The most material parts of the deposition were admitted, and those parts rejected upon special objections, constitute the exception and assignment of error. It is sufficient to say of these, after *319a careful examination, that we think the court was entirely right in sustaining the objections. Objection having been made to the questions at the time they were propounded, and so noted when the deposition was taken, this should have put counsel on their guard against asking leading questions. It had not that effect, and if any injury has ensued to the plaintiffs from the ruling of the court, it is neither'the fault of the law, the court nor defendants’ counsel. We think the court committed no error in the matter of this specification.
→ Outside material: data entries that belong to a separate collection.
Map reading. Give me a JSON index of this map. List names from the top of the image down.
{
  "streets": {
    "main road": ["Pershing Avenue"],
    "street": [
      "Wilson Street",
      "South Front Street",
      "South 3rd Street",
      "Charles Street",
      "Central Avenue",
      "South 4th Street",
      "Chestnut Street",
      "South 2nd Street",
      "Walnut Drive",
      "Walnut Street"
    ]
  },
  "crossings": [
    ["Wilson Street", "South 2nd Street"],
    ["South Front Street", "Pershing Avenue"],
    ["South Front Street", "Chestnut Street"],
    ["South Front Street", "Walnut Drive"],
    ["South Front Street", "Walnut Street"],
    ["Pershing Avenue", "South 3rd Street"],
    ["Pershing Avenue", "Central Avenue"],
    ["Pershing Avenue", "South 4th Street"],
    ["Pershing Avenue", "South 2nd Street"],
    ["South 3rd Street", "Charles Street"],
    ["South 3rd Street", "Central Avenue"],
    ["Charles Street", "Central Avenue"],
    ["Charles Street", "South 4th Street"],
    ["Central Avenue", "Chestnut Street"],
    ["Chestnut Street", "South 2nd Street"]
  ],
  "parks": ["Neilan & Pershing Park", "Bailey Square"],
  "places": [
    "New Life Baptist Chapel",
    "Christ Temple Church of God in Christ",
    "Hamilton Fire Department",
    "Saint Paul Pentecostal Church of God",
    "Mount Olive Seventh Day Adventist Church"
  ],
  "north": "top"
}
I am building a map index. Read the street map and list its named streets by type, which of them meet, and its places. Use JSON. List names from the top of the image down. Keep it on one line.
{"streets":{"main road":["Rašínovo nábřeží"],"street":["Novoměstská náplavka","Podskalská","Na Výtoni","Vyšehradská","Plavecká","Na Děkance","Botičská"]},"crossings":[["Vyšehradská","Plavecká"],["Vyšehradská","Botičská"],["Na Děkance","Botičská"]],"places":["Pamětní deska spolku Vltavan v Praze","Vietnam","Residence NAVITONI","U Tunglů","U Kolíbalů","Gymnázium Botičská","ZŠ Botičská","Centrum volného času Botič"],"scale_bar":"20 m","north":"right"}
The charge and answers of the court to points relating to the possession necessary to make title under the Statute of Limitations, have been examined. Whether it was upon the land in question, whether adverse, notorious and continuous for twenty-one years, were all questions for the jury, and properly submitted to them upon evidence, the sufficiency of which was necessarily for them, and their action is not before us for review.

The answer of the court to the plaintiffs’ 18th point, complained of as error, was in exact accordance with the point. The point was, “ That if during any one of the years, commencing from the 1st of April 1821, and ending April 1st 1824, Joseph Keffer did not occupy or cultivate the land as tenant for the county, and the county had no other possession, the chain of possession under which the defendants claim is wholly broken, and the verdict of the jury must be for the plaintiffs.” The point, on its face, as well as on the position assumed by the counsel for the plaintiffs in another part of the ease, which we have noticed, was predicated of the idea that if Keffer occupied the premises during either of the years between 1821 and 1824,- but without a lease from the county, the possession of the county as a proprietor was not continued. Hence the language “ if during any one of the years between 1821 and 1824.” The answer is, “Affirmed. If the possession was broken and finally suspended, without tenancy or occupancy, for one whole year before the period of twenty-one years’ continuous adverse possession elapsed, defendants cannot claim title under the Statute of Limitations.” This was a direct answer to what was asked, in view to the question of tenancy. It was not possible for the jury to have understood the court, that in order to break the continuity of possession, so as to defeat the statute, a whole year’s dereliction of possession must have occurred; for the learned judge had not only told the jury that the main question, in order to make title under the statute, was whether there had been “ a continuous' occupancy of the tract of land for the period of twenty-one years,” and had on this subject not only stated the necessity for continuous occupancy for that period, but referred to the requisites to be found stated in Groft v. Weakland, 10 Casey 304, in which uninterrupted continuous possession as a requisite, is distinctly asserted. If the *320answer misled the jury at all, which I cannot believe, it is chargeable to the point. The answer was right.

We see nothing in the record which requires correction;

And the judgment below is affirmed.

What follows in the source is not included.